Sandpipers are wading birds that tend to have cryptically patterned plumage that enables them to blend into their surroundings. Their plumage ranges from white and pale buff to grey, chestnut brown or black, often with streaks or spots. Both sexes share similar markings. They can be distinguished from other bird families by their long, slender bill, bare upper legs, and long toes. The long legs and toes of sandpipers are an adaptation for running along shores and wading in shallow water. Their long bills allow them to probe through the water to the mud below in search of invertebrates; species that forage in deeper water tend to have proportionally longer bills and legs. Most sandpipers migrate and tend to be gregarious, associating in flocks both with members of their own species and with other species.

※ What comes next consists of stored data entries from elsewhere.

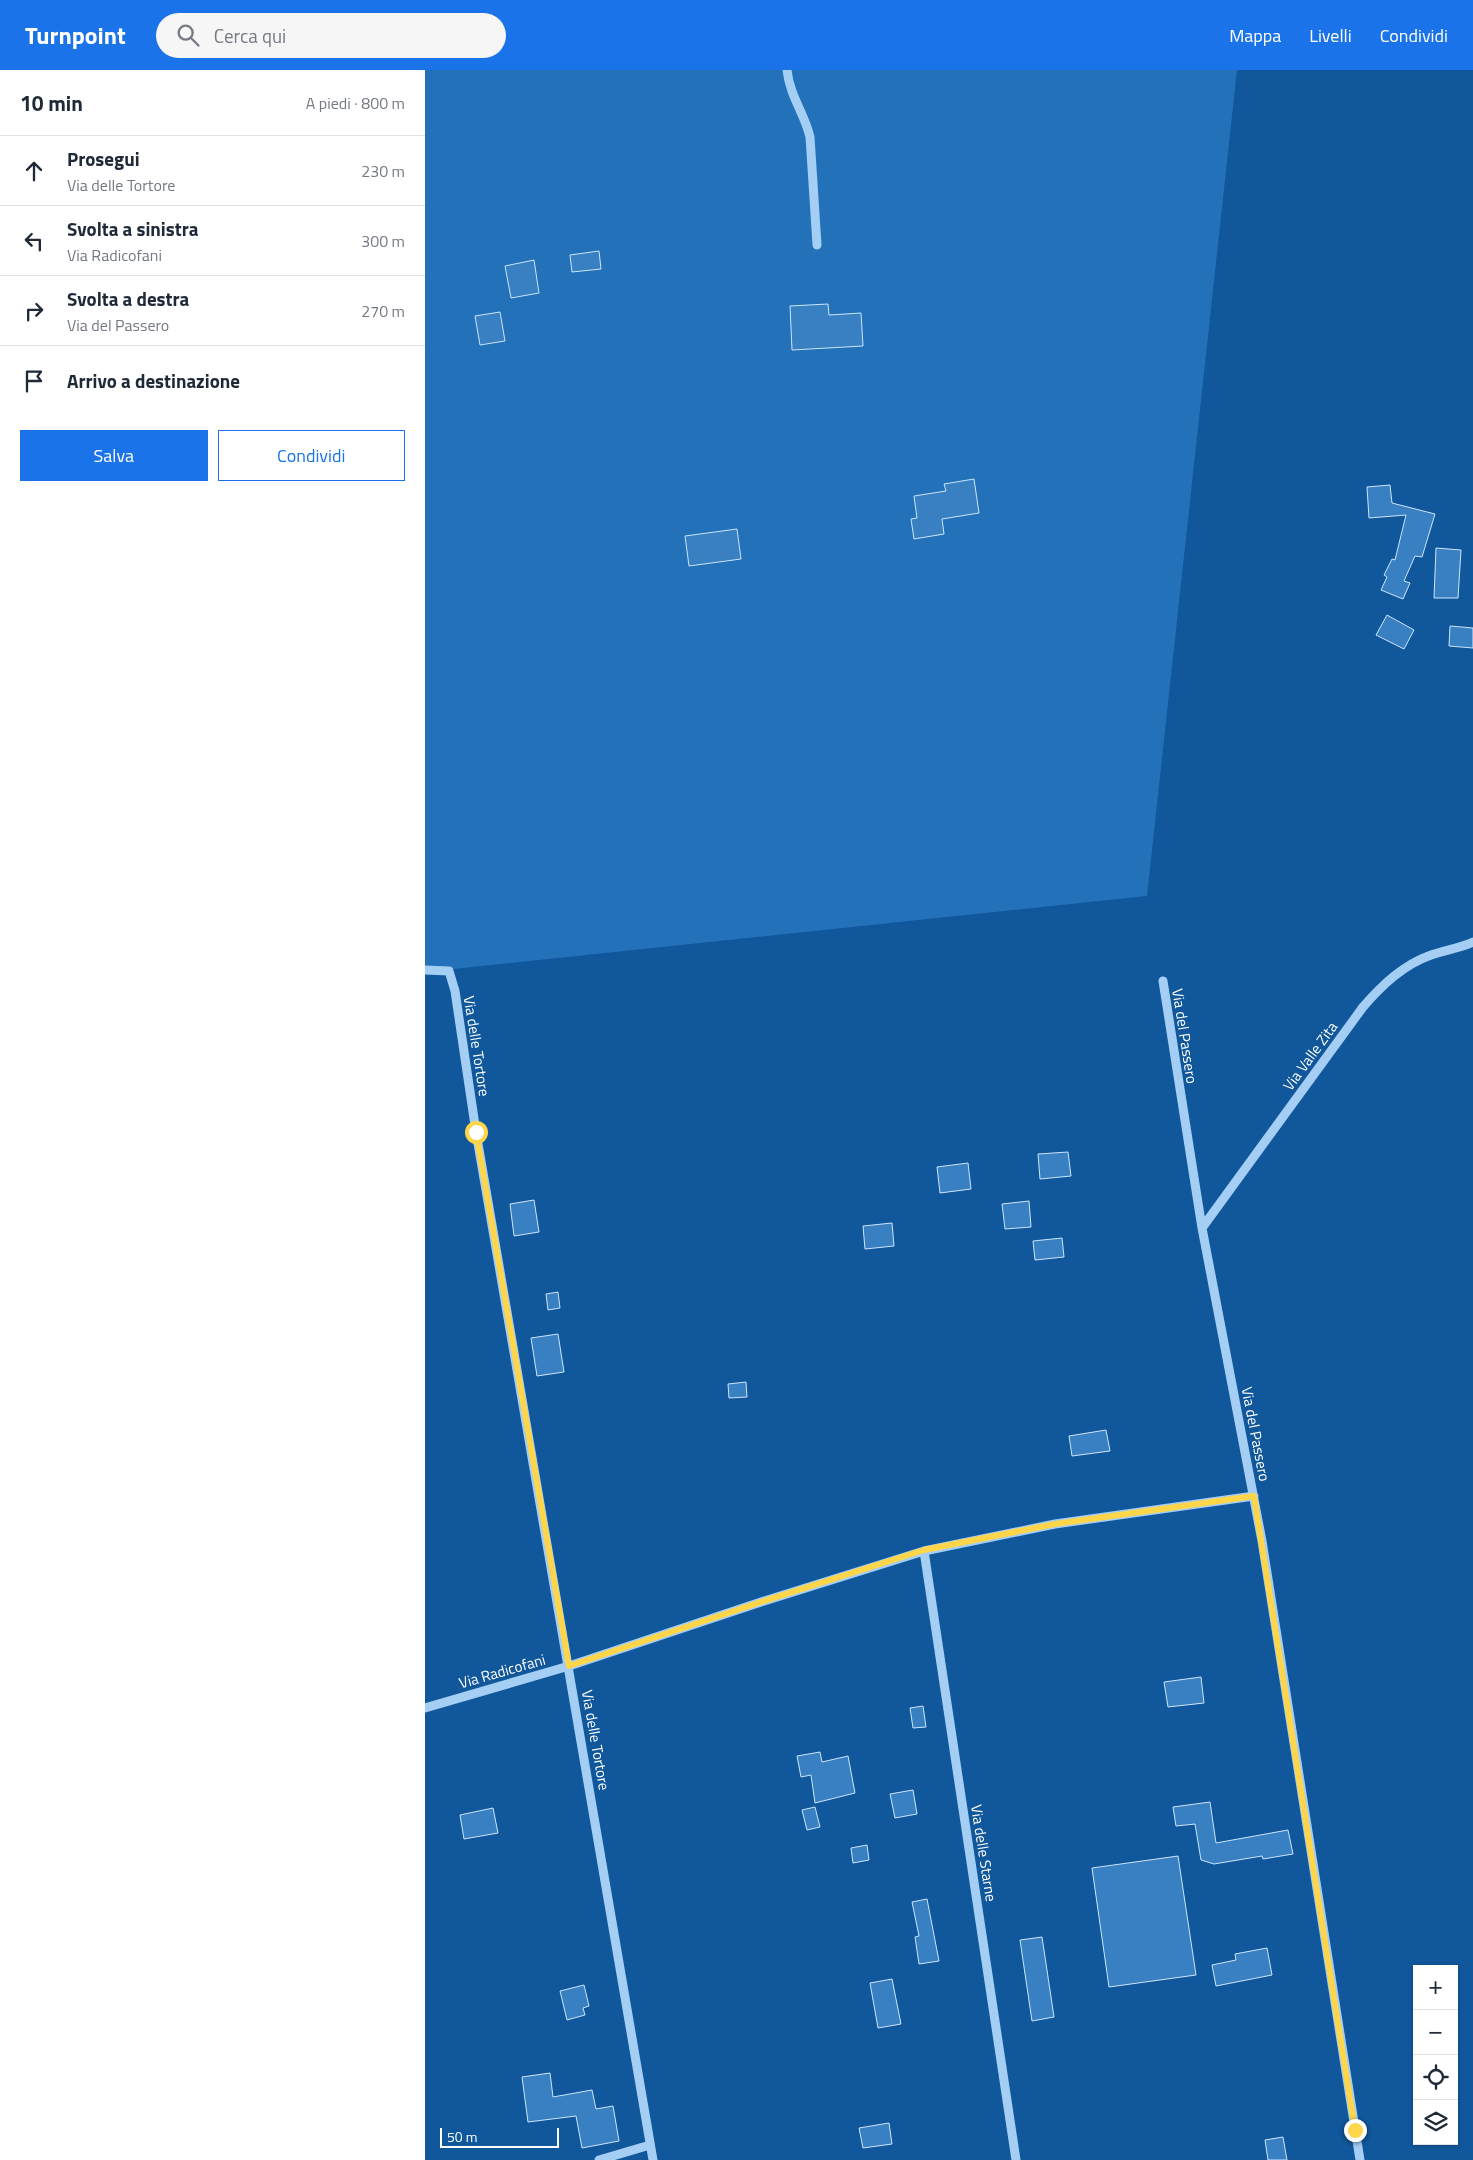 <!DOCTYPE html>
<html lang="it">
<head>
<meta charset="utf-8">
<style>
	:root { --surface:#fff; --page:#f6f6f7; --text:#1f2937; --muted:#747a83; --line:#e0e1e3; --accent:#1a73e8 }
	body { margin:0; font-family:"Titillium Web",sans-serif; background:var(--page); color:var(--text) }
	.controls { position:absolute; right:15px; bottom:15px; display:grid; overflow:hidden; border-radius:0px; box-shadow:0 1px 4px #0004 }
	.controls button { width:45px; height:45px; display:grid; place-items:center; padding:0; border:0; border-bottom:1px solid var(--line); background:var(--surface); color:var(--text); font:25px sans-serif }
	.scale { position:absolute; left:15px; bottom:12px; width:119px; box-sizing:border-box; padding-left:5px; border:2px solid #fff; border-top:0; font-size:14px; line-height:18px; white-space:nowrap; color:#fff; -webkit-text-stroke:4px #11579b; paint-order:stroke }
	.stop { position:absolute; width:15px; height:15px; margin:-11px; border:4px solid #ffd54a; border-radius:50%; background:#fff }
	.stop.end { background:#ffd54a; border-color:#fff; box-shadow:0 1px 5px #0008 }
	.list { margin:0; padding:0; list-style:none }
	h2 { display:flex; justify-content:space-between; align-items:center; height:65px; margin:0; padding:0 20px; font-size:21px }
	h2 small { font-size:16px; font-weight:400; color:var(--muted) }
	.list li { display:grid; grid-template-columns:32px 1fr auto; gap:15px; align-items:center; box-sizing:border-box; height:70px; padding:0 20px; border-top:1px solid var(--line) }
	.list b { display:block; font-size:19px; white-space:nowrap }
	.list p { margin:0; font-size:16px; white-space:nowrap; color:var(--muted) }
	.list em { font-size:16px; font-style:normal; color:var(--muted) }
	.actions { display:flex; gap:10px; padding:15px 20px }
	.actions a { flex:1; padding:11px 0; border:1px solid var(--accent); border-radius:0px; text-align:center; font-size:18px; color:var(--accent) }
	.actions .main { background:var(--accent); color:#fff }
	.icon { flex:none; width:28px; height:28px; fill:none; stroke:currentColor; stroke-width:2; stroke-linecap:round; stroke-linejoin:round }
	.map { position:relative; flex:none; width:1048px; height:2090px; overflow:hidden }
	header { display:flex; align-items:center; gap:30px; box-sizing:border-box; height:70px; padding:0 25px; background:var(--accent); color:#fff }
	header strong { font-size:24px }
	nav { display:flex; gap:28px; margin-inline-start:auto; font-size:18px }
	.search { width:350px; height:45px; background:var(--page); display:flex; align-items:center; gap:12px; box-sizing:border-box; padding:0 18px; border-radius:28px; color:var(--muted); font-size:19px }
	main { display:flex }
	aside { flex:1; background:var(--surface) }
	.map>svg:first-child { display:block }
	.green { fill:#2371b9 }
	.building { fill:#3980c2; stroke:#cce6fe }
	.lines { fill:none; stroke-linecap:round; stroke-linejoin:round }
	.minor { stroke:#a4cef4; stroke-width:9 }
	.route { stroke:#ffd54a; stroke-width:6 }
	.labels { text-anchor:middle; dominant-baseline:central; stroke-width:4; stroke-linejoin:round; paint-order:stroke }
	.street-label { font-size:15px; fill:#fff; stroke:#11579b }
</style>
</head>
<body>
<header>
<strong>Turnpoint</strong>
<div class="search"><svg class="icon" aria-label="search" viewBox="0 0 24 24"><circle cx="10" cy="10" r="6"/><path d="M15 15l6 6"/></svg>Cerca qui</div>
<nav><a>Mappa</a><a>Livelli</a><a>Condividi</a></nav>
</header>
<main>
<aside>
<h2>10 min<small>A piedi · 800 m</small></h2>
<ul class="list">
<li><svg class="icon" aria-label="ahead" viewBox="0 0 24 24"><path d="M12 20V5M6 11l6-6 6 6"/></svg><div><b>Prosegui</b><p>Via delle Tortore</p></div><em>230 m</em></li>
<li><svg class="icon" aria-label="left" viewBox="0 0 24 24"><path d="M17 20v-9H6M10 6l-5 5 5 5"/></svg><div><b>Svolta a sinistra</b><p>Via Radicofani</p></div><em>300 m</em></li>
<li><svg class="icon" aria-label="right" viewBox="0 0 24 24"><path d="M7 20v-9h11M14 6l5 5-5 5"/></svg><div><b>Svolta a destra</b><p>Via del Passero</p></div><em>270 m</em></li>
<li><svg class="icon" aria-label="arrive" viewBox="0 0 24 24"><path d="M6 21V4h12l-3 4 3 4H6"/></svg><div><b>Arrivo a destinazione</b></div></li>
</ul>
<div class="actions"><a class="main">Salva</a><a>Condividi</a></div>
</aside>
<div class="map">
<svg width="1048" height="2090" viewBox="0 0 1048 2090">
	<rect width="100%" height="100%" fill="#11579b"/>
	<path class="green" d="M0,0H812L722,826L0,902Z"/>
	<path class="building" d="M174,181L176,199L147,202L145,185Z
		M109,190L114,223L86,228L80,196Z
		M403,234L404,245L436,243L438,276L367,280L365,236Z
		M75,242L80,271L55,275L50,246Z
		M549,409L554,443L517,449L519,464L489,469L486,449L492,448L489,426L521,421L519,414Z
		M965,415L967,433L1010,444L997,487L990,486L979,511L985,513L978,529L956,520L962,507L959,505L967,489L970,490L981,445L944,448L942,417Z
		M312,459L316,489L264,496L260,466Z
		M1011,478L1036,480L1033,528H1009Z
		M962,545L989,560L979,579L951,565Z
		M1025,556L1048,558V578L1024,576Z
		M643,1082L646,1106L615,1109L613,1084Z
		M543,1093L546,1119L515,1123L512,1097Z
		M109,1130L114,1162L89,1166L85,1134Z
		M604,1131L606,1157L580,1159L577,1134Z
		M467,1153L469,1176L440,1179L438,1156Z
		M637,1168L639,1187L610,1190L608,1171Z
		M133,1222L135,1238L123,1240L121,1224Z
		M133,1264L139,1302L112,1306L106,1268Z
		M321,1312L322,1327L304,1328L303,1314Z
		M681,1360L685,1381L647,1386L644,1366Z
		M776,1607L779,1633L743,1637L739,1612Z
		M498,1636L501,1657L488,1658L485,1638Z
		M395,1682L397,1692L423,1686L430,1723L390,1733L386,1705L376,1707L372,1686Z
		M488,1720L492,1744L470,1748L465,1724Z
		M785,1732L791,1773L863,1760L868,1784L838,1789L837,1786L789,1794L776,1790L770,1754L751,1756L748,1737Z
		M390,1737L395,1757L382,1760L377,1740Z
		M68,1738L73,1763L39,1769L35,1745Z
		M442,1775L444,1790L428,1793L426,1778Z
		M753,1786L771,1905L684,1917L667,1798Z
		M502,1829L514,1891L494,1894L490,1867L494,1866L487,1832Z
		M617,1867L629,1947L607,1951L595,1870Z
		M842,1878L847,1905L791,1916L787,1895L811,1890L810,1884Z
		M467,1909L476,1954L453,1958L445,1913Z
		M159,1915L164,1936L158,1938L160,1945L142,1950L135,1921Z
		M125,2003L128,2027L167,2020L171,2039L188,2036L194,2071L157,2078L151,2046L103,2052L97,2007Z
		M464,2053L467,2074L438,2078L434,2058Z
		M858,2067L862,2090H843L840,2070Z"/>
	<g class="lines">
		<path class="minor" d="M362,0C365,27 379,42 385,67L392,175
			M0,900L24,901L30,921L51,1062L228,2090
			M738,911L777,1158L837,1471L935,2090
			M777,1158L938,937C957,915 978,895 1006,885C1020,880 1035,878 1048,872
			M499,1481L591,2090
			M0,1638L144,1596L336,1532L499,1481L630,1454L829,1426
			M174,2090L225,2075"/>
	</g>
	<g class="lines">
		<path class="route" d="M51,1062L144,1596L336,1532L499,1480L630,1454L829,1426L930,2060"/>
	</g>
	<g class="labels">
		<g class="street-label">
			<text transform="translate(760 966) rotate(81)">Via del Passero</text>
			<text transform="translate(52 976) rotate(81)">Via delle Tortore</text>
			<text transform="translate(885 986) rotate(-54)">Via Valle Zita</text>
			<text transform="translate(831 1364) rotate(79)">Via del Passero</text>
			<text transform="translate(77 1601) rotate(-16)">Via Radicofani</text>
			<text transform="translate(171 1670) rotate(80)">Via delle Tortore</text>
			<text transform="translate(559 1783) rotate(81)">Via delle Starne</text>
		</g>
	</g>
</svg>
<div class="controls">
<button>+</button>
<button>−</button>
<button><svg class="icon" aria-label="locate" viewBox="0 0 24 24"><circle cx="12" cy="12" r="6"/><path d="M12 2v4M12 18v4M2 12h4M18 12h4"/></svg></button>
<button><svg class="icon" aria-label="layers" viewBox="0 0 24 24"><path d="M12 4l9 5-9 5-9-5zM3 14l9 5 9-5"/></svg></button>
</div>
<div class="scale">50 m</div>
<div class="stop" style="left:51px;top:1062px"></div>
<div class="stop end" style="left:930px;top:2060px"></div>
</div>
</main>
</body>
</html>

Phalaropes spend the majority of their time swimming, rather than walking or wading along the shoreline. Their feet are well adapted to help them swim, having both lobes on their toes to push water, and webs between their toes. They also have very dense plumage on their underside to keep their bodies warm in cold water. This plumage traps pockets of warm air against the bird’s body, adding warmth as well as helping it to float. Phalaropes feed on small aquatic crustaceans and insect larvae by spinning on the spot in the water to stir up organisms and then pecking with their long, thin beaks. The vortex created in the water by the spinning bird sucks organisms and particles upwards towards the surface, where they are more easily reached. This behaviour- which is made possible partly by the phalarope’s unusually high buoyancy- is unique among birds.
Although in most birds, such as the peacock, the female is much duller than the male, this situation is reversed in phalaropes. Females are much brighter, and slightly larger, than males, and do not participate in caring for the young in any way and therefore do not require camouflage. Instead, females defend territories and use their bright colours to compete for males, who are well camouflaged by their inconspicuous plumage as they build the nests and incubate the eggs. Females often have multiple mates and many nests at once.